- WHAT TO DO
With spelling and spacing unchanged, write out each line of the material.

- DATA EXTRACT
****
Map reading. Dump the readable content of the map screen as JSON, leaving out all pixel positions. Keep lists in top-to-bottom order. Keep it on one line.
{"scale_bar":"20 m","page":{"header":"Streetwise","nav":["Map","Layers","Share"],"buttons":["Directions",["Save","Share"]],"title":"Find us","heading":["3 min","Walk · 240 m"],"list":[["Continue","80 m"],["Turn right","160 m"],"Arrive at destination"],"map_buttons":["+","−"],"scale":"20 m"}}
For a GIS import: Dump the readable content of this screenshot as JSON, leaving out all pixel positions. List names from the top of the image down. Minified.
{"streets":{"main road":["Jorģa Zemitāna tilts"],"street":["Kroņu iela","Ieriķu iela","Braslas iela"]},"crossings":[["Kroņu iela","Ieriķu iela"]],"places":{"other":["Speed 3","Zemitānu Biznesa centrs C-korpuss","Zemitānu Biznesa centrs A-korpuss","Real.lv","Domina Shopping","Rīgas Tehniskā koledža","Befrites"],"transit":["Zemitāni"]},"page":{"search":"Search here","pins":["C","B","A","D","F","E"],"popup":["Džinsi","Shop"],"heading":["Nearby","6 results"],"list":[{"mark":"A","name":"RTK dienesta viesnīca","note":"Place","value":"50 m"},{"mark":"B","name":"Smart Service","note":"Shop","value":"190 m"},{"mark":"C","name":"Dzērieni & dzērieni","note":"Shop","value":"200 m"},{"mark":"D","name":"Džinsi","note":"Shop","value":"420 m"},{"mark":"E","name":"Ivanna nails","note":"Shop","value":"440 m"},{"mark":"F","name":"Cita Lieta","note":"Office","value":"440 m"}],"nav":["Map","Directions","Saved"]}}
****
- REPLY
Map reading. Dump the readable content of the map screen as JSON, leaving out all pixel positions. Keep lists in top-to-bottom order. Keep it on one line.
{"scale_bar":"20 m","page":{"header":"Streetwise","nav":["Map","Layers","Share"],"buttons":["Directions",["Save","Share"]],"title":"Find us","heading":["3 min","Walk · 240 m"],"list":[["Continue","80 m"],["Turn right","160 m"],"Arrive at destination"],"map_buttons":["+","−"],"scale":"20 m"}}
For a GIS import: Dump the readable content of this screenshot as JSON, leaving out all pixel positions. List names from the top of the image down. Minified.
{"streets":{"main road":["Jorģa Zemitāna tilts"],"street":["Kroņu iela","Ieriķu iela","Braslas iela"]},"crossings":[["Kroņu iela","Ieriķu iela"]],"places":{"other":["Speed 3","Zemitānu Biznesa centrs C-korpuss","Zemitānu Biznesa centrs A-korpuss","Real.lv","Domina Shopping","Rīgas Tehniskā koledža","Befrites"],"transit":["Zemitāni"]},"page":{"search":"Search here","pins":["C","B","A","D","F","E"],"popup":["Džinsi","Shop"],"heading":["Nearby","6 results"],"list":[{"mark":"A","name":"RTK dienesta viesnīca","note":"Place","value":"50 m"},{"mark":"B","name":"Smart Service","note":"Shop","value":"190 m"},{"mark":"C","name":"Dzērieni & dzērieni","note":"Shop","value":"200 m"},{"mark":"D","name":"Džinsi","note":"Shop","value":"420 m"},{"mark":"E","name":"Ivanna nails","note":"Shop","value":"440 m"},{"mark":"F","name":"Cita Lieta","note":"Office","value":"440 m"}],"nav":["Map","Directions","Saved"]}}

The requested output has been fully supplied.